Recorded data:

# # # #

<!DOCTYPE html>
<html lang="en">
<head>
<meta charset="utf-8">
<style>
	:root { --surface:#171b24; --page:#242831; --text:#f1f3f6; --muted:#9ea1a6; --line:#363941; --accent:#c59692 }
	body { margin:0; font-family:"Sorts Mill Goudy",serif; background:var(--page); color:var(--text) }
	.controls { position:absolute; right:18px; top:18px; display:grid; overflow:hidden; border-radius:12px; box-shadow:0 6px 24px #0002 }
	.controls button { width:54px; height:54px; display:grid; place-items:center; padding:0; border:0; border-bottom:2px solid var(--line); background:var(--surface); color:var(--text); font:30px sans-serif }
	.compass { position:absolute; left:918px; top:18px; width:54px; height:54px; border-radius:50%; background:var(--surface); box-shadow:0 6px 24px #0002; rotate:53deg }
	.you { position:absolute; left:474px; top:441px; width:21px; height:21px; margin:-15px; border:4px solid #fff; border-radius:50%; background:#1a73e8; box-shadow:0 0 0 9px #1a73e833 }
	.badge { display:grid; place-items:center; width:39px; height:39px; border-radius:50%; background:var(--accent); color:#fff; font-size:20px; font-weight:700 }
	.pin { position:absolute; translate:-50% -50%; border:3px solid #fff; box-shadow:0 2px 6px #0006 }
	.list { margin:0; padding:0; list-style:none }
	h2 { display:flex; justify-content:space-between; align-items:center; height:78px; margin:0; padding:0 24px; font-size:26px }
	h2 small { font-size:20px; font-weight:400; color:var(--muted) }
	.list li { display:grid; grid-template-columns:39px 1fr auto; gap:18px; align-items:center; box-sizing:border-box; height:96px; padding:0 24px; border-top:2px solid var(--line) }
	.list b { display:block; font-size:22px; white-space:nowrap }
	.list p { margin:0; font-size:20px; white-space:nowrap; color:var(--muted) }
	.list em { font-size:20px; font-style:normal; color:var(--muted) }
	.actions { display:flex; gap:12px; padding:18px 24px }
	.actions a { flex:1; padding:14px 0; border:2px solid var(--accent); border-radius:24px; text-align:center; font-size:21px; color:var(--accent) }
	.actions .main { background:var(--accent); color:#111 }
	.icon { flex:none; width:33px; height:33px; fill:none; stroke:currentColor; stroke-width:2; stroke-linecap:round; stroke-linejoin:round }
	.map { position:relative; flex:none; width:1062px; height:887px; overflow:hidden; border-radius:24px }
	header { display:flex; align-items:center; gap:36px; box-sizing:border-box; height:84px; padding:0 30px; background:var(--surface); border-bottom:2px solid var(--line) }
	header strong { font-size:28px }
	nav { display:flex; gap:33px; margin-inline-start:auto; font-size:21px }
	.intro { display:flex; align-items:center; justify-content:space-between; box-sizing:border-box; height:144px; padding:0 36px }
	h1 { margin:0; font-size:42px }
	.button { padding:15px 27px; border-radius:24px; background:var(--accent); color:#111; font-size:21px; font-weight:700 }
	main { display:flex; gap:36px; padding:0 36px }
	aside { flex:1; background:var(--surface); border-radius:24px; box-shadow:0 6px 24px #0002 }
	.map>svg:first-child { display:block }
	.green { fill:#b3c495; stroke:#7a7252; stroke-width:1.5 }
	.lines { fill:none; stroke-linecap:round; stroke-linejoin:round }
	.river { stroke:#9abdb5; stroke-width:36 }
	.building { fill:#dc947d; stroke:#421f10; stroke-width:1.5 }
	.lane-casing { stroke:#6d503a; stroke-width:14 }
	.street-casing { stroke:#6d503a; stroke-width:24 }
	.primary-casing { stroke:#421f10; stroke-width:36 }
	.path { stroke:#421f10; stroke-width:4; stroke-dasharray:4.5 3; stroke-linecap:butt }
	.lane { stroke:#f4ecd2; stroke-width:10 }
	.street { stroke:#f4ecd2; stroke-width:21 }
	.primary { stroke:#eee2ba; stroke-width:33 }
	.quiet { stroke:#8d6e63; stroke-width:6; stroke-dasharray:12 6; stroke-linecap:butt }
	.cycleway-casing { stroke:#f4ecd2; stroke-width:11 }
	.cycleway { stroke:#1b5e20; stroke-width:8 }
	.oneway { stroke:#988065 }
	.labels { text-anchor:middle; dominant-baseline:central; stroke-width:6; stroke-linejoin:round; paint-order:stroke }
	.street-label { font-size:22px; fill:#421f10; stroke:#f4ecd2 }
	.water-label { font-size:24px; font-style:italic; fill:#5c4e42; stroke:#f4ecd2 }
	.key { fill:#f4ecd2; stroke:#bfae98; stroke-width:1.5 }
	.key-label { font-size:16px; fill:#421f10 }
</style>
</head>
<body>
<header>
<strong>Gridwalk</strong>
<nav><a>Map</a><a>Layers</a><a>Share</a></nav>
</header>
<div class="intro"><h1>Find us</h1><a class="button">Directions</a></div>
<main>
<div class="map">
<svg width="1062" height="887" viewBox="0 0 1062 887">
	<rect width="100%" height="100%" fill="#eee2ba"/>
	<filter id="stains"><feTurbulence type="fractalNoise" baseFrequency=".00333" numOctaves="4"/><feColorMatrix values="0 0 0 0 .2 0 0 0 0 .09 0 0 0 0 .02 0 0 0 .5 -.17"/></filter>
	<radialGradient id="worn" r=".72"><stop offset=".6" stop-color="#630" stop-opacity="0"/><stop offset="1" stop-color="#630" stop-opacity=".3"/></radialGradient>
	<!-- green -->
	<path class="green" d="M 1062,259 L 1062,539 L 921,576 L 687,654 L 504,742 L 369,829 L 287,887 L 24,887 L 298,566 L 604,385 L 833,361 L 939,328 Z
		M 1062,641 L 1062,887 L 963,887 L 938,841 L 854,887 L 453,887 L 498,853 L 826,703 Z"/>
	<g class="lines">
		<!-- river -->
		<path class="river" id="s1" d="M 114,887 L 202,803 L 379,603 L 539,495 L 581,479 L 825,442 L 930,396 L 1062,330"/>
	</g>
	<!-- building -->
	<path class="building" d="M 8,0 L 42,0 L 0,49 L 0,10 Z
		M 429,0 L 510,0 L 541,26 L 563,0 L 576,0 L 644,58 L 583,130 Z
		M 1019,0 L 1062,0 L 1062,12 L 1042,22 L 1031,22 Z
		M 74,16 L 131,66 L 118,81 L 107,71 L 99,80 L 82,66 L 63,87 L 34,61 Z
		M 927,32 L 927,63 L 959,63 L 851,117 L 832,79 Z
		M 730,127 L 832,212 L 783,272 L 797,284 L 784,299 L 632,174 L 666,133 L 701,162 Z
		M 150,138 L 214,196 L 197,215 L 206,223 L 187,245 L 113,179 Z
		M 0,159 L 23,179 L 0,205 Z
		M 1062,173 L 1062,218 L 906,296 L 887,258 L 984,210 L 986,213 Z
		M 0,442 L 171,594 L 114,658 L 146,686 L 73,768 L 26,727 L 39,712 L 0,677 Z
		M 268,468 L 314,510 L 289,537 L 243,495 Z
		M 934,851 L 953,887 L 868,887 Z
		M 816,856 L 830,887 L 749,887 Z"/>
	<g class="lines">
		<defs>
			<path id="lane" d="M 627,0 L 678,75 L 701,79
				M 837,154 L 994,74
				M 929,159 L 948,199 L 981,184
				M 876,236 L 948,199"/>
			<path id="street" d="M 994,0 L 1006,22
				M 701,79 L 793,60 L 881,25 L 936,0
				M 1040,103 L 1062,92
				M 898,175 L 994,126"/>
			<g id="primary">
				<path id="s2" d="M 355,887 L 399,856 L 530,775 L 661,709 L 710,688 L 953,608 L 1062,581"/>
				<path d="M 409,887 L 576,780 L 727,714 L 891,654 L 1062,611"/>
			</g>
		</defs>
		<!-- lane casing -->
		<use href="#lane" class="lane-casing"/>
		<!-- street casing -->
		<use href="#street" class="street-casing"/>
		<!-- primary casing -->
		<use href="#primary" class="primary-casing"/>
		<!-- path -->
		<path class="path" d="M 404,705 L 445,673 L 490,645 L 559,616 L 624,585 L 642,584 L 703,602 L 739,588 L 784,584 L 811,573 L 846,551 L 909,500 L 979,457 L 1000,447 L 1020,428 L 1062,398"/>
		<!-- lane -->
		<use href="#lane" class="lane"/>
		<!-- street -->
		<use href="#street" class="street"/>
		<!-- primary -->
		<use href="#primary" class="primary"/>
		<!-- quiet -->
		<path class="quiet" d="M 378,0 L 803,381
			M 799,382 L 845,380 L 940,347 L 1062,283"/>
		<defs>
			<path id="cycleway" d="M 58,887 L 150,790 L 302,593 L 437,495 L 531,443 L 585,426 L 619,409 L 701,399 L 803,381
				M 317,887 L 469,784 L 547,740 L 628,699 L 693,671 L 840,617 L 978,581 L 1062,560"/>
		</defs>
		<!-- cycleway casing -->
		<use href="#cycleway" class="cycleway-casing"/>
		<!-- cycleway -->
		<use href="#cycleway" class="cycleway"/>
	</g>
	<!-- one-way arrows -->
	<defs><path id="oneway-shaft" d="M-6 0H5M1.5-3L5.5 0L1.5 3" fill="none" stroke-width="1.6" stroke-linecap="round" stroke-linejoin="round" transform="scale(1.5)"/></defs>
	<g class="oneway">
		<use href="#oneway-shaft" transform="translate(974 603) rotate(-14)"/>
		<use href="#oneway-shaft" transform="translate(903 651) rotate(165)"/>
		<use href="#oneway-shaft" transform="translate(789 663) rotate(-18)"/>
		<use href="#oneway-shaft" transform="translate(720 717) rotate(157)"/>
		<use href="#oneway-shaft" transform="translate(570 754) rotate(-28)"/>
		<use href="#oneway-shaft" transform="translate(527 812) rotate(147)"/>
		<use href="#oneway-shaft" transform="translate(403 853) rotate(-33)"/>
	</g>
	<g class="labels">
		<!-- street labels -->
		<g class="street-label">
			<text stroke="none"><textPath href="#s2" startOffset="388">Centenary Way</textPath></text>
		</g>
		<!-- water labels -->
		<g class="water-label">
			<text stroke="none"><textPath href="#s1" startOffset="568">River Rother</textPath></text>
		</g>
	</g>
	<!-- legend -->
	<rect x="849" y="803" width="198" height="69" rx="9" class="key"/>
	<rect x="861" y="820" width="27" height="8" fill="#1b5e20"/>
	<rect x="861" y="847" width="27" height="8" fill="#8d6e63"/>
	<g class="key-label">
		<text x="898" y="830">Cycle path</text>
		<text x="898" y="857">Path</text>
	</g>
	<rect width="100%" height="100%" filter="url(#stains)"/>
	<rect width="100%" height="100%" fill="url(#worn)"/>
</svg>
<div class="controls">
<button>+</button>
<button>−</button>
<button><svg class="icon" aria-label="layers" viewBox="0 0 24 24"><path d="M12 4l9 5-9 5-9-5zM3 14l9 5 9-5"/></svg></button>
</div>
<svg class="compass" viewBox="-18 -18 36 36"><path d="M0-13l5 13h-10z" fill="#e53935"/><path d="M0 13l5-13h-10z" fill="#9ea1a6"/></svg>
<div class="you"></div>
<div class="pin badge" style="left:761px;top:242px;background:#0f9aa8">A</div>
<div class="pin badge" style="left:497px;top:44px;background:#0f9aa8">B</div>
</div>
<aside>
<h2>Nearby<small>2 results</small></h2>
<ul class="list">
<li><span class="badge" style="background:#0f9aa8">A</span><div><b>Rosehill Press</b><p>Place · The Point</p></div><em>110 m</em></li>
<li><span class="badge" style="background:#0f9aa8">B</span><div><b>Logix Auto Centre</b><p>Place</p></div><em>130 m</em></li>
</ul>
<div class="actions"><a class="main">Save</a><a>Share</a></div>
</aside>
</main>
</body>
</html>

# # # #

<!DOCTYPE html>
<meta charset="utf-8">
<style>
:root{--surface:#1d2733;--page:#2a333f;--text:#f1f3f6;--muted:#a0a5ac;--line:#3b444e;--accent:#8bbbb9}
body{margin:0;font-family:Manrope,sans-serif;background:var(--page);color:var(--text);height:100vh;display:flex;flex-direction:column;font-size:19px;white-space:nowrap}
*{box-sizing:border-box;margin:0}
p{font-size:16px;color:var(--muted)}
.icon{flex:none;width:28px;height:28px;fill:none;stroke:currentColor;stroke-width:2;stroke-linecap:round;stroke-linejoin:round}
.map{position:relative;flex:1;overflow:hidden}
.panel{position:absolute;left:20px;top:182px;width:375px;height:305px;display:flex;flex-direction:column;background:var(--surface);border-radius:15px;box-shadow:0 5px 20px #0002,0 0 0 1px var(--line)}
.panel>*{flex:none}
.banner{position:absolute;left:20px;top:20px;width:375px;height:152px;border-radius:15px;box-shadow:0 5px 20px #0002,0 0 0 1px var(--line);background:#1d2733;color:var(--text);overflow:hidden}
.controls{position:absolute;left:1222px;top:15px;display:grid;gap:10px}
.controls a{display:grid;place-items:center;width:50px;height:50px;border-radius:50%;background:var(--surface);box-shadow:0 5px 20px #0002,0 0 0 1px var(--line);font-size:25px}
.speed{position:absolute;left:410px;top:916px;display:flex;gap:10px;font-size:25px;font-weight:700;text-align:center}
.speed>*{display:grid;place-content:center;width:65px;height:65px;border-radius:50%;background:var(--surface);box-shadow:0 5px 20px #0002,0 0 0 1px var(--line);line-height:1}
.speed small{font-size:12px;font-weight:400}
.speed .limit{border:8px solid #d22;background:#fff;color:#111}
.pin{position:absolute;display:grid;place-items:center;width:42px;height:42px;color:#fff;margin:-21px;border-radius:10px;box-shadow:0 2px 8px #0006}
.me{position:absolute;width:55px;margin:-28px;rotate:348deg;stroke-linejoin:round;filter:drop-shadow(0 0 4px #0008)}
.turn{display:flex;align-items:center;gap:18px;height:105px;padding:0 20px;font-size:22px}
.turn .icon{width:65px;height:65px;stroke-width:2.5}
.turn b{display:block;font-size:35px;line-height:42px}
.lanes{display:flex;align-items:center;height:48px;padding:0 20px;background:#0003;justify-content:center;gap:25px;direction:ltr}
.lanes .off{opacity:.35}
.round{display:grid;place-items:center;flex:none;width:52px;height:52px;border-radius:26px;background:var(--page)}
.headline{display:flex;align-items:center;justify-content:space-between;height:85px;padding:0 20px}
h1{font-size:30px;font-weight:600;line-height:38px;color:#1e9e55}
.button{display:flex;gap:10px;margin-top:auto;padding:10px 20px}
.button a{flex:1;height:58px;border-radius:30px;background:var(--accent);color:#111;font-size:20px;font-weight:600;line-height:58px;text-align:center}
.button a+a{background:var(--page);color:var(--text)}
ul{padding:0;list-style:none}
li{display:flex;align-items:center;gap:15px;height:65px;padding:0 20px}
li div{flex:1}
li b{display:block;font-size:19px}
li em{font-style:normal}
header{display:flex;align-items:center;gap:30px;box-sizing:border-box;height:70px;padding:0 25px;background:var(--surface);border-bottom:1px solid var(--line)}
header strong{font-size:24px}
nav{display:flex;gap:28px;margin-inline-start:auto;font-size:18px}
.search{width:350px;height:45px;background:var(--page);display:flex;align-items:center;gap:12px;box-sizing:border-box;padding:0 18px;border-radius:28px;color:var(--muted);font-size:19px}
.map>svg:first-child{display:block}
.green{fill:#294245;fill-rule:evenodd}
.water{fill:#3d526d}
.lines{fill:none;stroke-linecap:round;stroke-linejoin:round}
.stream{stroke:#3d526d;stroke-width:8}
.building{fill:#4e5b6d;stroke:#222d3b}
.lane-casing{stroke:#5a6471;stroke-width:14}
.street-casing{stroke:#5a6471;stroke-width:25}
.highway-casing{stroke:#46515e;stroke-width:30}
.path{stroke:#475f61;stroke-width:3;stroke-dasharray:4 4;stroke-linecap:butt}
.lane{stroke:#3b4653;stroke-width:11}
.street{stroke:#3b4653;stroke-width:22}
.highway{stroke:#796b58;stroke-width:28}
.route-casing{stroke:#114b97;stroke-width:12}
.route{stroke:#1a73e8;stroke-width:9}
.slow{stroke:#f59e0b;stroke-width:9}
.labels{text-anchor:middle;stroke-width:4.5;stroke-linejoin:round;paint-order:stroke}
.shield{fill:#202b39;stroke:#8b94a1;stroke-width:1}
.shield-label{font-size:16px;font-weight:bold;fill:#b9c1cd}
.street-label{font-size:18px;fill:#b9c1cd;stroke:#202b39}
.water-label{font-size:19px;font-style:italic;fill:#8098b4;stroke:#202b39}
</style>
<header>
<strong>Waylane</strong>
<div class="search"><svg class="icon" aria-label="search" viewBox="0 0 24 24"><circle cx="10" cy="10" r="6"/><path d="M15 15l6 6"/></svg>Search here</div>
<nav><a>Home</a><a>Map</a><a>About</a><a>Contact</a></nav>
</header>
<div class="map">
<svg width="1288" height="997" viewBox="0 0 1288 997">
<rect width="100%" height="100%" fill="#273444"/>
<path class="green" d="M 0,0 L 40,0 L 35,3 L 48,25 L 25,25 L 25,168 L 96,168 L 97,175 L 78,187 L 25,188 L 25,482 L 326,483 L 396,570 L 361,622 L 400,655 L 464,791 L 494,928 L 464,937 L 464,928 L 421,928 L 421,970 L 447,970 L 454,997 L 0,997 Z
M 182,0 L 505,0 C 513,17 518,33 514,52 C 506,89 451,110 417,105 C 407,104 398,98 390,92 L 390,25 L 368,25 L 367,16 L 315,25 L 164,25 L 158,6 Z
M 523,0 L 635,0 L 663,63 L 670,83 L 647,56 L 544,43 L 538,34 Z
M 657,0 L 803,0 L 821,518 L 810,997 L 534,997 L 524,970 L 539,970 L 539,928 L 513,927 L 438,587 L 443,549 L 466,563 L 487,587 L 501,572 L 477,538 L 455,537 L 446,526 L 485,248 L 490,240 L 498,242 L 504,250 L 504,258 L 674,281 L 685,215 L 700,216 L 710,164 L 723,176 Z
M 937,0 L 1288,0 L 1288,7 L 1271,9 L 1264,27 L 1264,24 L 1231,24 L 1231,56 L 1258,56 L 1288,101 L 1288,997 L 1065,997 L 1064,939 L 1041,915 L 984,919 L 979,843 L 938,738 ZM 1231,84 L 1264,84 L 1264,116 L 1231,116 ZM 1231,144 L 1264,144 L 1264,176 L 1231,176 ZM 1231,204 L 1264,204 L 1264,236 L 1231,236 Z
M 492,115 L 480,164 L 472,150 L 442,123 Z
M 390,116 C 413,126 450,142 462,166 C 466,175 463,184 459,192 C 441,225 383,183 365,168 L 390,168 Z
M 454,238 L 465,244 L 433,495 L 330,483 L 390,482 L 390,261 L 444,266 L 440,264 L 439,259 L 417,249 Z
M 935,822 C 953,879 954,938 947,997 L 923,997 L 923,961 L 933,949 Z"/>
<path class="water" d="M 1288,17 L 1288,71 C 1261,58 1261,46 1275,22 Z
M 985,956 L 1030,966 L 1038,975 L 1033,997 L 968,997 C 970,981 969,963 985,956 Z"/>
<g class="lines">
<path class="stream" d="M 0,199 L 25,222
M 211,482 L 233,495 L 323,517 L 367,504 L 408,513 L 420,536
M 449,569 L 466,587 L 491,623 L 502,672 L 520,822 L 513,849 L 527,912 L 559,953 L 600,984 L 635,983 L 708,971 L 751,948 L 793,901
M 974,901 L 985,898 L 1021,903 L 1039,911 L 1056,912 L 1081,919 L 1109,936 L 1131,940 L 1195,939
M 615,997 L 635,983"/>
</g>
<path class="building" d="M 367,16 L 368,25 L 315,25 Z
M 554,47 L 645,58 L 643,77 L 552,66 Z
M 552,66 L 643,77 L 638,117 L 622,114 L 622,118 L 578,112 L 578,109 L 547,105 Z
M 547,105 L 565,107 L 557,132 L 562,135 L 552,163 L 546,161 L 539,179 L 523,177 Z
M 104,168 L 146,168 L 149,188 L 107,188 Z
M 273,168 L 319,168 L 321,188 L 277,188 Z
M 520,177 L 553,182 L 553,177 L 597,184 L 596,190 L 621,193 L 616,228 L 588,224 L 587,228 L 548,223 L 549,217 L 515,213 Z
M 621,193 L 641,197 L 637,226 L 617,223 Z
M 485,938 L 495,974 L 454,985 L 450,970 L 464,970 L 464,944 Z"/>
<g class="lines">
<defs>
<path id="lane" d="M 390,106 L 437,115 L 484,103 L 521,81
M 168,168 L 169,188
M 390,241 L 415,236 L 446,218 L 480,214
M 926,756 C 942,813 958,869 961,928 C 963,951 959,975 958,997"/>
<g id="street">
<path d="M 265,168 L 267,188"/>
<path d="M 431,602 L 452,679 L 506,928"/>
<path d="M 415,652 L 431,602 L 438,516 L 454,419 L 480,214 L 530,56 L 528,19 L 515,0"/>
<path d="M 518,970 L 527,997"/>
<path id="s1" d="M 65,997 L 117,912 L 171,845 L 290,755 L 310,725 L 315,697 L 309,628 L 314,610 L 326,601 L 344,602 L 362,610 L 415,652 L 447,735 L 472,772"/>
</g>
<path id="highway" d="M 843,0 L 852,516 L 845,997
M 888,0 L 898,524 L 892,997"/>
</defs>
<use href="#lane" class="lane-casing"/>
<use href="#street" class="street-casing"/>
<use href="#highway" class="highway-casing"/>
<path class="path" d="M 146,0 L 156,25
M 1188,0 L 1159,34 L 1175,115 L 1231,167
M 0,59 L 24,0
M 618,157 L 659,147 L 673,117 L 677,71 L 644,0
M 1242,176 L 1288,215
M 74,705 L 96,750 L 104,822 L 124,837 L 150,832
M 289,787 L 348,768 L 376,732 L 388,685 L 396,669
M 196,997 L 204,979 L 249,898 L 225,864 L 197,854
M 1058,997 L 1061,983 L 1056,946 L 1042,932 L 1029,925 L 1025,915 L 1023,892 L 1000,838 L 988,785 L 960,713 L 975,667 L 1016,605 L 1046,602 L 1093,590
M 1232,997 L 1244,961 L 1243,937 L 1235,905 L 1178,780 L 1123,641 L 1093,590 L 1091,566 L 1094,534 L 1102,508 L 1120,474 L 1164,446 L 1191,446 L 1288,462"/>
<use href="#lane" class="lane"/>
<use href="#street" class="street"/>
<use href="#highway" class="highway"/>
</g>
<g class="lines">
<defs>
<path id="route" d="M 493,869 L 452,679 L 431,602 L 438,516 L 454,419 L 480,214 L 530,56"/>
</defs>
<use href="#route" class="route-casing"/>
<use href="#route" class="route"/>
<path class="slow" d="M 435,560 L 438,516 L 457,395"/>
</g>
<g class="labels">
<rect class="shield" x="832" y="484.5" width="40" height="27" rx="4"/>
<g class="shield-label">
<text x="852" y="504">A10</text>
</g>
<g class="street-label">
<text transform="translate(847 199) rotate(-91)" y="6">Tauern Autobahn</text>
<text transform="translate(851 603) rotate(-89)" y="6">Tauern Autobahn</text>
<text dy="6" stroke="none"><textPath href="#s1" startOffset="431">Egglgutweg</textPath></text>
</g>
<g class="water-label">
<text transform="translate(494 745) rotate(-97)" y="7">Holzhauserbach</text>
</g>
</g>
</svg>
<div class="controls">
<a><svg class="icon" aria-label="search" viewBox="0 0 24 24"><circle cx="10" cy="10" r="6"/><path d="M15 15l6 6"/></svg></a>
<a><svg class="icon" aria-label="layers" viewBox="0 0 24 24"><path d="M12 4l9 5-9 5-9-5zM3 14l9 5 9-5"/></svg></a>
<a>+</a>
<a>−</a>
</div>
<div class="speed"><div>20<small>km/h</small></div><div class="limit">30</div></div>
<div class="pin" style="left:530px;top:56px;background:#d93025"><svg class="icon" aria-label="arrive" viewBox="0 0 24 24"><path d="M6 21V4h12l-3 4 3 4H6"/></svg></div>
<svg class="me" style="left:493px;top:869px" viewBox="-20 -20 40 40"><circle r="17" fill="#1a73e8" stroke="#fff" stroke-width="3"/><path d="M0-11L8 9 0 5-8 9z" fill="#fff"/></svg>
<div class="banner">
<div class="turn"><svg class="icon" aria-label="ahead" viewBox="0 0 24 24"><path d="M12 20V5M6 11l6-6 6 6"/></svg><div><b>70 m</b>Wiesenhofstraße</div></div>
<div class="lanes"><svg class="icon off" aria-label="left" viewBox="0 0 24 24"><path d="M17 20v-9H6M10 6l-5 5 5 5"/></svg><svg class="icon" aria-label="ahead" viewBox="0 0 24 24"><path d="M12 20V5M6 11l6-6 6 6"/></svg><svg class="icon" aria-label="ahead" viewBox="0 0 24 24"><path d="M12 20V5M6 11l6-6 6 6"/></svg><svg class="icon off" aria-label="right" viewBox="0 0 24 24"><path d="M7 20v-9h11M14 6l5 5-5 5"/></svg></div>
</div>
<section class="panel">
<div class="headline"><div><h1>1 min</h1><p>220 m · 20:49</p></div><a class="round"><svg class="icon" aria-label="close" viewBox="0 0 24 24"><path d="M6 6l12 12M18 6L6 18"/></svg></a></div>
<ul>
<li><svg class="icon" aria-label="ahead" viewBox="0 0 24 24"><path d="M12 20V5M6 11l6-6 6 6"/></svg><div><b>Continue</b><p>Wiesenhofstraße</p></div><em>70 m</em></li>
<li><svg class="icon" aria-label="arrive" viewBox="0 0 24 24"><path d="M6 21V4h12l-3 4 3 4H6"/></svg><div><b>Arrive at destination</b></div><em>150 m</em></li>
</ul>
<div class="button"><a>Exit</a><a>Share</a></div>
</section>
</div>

# # # #

EXERCISE DETAILS: Where the data above reaches the line holding "M 888,0 L 898,524", begin printing, and stop after the line holding "M 196,997 L". Each line must be reproduced exactly, with nothing else added.

RESPONSE TO THIS EXERCISE:
M 888,0 L 898,524 L 892,997"/>
</defs>
<use href="#lane" class="lane-casing"/>
<use href="#street" class="street-casing"/>
<use href="#highway" class="highway-casing"/>
<path class="path" d="M 146,0 L 156,25
M 1188,0 L 1159,34 L 1175,115 L 1231,167
M 0,59 L 24,0
M 618,157 L 659,147 L 673,117 L 677,71 L 644,0
M 1242,176 L 1288,215
M 74,705 L 96,750 L 104,822 L 124,837 L 150,832
M 289,787 L 348,768 L 376,732 L 388,685 L 396,669
M 196,997 L 204,979 L 249,898 L 225,864 L 197,854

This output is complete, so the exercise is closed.